Data items

□ □ □ □

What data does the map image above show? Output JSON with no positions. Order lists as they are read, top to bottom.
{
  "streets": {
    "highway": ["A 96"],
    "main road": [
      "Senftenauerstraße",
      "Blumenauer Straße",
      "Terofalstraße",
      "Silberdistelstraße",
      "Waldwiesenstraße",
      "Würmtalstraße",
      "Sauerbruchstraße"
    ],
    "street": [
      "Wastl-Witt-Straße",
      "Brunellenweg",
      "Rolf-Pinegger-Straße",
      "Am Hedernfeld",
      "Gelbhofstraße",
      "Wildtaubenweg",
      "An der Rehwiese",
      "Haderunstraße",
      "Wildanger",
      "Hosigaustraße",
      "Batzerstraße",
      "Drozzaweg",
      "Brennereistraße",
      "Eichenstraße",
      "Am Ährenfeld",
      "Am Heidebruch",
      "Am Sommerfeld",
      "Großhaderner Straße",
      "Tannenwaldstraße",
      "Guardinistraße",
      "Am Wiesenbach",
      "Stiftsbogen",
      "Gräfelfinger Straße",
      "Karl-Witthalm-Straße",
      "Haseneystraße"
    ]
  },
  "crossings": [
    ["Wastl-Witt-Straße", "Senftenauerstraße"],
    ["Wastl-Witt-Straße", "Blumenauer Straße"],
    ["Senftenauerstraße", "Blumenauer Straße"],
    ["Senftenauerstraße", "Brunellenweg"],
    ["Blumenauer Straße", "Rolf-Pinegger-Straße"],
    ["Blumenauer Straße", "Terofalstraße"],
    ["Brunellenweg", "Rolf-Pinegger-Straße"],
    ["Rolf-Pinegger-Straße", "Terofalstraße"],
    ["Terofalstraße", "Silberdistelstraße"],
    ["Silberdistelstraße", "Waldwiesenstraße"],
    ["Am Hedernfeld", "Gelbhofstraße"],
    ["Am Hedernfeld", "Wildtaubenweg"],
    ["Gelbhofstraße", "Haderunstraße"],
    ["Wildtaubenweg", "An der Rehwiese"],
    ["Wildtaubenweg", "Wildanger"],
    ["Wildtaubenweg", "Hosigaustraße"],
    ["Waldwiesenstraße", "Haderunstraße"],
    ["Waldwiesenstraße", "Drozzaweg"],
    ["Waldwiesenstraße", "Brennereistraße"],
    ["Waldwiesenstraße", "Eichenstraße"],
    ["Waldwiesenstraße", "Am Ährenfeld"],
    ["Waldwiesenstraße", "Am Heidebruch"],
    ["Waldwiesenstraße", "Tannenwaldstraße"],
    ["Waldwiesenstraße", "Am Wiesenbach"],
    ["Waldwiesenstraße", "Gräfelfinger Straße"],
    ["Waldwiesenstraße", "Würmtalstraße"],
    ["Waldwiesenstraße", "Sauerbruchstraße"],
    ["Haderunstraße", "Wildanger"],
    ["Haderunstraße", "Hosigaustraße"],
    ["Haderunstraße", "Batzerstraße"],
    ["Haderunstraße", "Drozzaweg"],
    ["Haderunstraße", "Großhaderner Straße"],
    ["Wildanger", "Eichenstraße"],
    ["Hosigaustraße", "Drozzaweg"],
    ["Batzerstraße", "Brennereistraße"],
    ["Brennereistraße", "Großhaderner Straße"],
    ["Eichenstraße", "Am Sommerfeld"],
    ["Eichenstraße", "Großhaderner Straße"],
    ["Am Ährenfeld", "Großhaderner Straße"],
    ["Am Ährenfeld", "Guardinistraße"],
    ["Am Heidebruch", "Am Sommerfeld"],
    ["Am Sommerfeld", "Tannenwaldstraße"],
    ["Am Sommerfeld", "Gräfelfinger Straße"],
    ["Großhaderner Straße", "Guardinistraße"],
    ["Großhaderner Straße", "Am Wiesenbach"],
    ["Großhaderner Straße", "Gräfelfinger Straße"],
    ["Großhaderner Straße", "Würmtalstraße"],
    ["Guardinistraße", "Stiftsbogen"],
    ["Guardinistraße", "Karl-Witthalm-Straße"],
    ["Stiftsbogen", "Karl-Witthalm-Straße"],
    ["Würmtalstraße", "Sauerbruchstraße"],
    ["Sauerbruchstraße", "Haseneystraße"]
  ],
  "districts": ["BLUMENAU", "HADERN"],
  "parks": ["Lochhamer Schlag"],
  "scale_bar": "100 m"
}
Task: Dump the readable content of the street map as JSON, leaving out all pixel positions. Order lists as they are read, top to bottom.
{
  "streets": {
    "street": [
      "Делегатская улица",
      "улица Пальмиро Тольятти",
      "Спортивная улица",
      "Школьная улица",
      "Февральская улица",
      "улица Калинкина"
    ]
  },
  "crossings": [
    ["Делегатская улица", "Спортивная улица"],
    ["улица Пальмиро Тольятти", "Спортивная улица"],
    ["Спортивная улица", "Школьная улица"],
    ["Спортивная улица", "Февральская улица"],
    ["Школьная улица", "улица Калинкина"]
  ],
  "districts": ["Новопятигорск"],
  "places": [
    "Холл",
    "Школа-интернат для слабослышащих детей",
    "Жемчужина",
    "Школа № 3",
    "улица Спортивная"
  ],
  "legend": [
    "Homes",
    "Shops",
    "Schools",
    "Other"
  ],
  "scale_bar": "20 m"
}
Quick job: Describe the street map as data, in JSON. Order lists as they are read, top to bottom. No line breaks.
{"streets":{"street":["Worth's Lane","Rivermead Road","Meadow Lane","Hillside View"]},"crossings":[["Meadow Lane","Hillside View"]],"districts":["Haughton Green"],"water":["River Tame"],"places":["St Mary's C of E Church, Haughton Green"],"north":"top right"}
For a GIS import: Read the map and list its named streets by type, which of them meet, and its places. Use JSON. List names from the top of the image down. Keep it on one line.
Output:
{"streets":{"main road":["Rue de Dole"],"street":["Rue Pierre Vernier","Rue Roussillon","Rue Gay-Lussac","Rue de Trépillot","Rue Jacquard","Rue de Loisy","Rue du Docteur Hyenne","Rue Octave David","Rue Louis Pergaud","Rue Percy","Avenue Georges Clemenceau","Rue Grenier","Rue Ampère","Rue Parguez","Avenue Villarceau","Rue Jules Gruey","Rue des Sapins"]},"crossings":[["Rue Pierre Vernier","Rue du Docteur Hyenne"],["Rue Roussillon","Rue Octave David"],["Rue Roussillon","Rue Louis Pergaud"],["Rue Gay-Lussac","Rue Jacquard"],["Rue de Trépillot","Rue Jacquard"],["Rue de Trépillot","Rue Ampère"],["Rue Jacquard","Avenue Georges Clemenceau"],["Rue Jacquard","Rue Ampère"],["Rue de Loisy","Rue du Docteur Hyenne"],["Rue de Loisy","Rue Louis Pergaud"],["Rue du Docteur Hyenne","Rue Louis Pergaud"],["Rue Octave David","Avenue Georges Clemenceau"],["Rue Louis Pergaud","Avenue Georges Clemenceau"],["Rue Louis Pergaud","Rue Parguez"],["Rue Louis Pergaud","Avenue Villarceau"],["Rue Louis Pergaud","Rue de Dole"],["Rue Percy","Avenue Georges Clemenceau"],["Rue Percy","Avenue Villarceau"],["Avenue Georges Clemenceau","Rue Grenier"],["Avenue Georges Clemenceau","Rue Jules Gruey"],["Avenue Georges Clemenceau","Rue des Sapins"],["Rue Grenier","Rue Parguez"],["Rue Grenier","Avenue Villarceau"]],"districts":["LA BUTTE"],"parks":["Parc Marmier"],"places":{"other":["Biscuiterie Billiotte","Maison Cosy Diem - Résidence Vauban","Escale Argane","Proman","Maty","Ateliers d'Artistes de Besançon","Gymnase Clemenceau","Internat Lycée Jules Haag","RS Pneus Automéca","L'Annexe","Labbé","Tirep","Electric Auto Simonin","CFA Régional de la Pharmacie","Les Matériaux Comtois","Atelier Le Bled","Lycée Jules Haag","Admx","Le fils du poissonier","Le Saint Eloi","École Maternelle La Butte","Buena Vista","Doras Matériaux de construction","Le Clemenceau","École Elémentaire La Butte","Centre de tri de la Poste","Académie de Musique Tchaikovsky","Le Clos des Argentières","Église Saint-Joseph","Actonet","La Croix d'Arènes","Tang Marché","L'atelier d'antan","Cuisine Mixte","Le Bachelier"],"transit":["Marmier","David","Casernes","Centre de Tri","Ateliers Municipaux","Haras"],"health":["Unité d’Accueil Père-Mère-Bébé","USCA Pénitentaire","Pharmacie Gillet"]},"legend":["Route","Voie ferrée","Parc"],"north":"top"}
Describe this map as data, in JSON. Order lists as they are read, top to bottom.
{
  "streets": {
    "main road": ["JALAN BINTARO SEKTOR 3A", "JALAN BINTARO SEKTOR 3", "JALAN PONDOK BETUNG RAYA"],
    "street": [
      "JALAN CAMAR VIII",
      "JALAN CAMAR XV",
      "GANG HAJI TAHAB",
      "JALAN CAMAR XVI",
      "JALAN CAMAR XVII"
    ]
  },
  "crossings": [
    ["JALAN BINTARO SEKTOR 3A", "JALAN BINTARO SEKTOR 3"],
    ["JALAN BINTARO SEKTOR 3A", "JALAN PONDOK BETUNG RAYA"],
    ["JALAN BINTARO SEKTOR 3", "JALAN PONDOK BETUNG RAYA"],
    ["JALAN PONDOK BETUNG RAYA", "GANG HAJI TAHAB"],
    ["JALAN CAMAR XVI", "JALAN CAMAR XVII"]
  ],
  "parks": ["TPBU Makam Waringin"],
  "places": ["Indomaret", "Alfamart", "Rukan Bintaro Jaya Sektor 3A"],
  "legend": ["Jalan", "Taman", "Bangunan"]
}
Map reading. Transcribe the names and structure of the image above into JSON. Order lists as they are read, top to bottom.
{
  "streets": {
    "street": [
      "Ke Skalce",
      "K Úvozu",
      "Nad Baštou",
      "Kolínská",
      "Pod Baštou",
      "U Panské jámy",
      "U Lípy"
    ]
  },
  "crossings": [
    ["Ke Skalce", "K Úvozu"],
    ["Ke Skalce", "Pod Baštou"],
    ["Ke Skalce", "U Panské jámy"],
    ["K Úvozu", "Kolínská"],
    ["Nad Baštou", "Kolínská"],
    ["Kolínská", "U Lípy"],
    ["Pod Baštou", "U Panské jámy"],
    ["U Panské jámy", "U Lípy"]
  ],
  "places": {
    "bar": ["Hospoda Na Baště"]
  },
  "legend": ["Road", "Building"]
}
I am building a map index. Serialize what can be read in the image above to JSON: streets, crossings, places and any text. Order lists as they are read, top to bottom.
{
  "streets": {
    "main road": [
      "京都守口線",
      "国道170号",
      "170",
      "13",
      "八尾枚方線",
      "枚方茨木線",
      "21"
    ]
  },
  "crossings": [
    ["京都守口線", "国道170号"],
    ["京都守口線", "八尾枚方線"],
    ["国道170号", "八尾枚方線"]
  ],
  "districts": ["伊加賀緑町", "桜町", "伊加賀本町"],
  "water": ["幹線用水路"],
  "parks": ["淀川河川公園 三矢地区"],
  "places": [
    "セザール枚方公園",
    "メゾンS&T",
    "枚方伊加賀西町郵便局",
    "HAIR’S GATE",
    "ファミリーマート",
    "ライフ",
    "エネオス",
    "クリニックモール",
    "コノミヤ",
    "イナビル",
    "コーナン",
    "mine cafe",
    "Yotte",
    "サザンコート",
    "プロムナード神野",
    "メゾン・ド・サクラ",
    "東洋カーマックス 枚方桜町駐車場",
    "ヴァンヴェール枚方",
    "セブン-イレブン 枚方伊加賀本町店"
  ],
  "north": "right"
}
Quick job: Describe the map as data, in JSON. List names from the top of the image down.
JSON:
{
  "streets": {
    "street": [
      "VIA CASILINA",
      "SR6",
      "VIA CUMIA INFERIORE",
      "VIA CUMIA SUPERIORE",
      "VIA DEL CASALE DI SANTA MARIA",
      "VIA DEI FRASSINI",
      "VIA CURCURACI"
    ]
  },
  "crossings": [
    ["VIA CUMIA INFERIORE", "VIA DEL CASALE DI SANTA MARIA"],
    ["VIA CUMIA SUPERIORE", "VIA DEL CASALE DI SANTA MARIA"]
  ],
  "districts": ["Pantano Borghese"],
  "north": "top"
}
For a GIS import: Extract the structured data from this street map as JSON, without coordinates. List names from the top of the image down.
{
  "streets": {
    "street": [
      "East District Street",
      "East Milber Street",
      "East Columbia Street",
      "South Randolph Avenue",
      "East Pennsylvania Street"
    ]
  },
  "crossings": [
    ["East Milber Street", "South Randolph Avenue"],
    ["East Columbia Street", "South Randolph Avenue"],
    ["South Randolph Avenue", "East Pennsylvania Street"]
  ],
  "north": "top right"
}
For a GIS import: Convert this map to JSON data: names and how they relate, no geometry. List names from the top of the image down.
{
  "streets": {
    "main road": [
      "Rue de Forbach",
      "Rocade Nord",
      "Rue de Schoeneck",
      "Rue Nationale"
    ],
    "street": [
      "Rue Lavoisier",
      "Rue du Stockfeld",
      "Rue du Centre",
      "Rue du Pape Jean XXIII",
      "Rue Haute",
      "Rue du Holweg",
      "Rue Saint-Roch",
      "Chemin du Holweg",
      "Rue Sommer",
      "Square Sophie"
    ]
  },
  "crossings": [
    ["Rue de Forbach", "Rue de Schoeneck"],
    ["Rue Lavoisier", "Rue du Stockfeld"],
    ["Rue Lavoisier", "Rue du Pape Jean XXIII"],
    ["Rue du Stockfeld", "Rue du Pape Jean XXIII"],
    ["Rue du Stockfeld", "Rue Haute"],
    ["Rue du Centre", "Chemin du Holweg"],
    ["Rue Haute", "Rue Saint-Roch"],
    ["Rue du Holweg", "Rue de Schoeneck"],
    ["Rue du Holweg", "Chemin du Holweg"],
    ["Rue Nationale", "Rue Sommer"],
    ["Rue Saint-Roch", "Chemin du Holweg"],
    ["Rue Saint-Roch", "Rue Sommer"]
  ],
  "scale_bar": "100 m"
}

□ □ □ □

Directions ->
The answer must consist of every line from the entries above that contains "Describe".

Response area ->
Quick job: Describe the street map as data, in JSON. Order lists as they are read, top to bottom. No line breaks.
Describe this map as data, in JSON. Order lists as they are read, top to bottom.
Quick job: Describe the map as data, in JSON. List names from the top of the image down.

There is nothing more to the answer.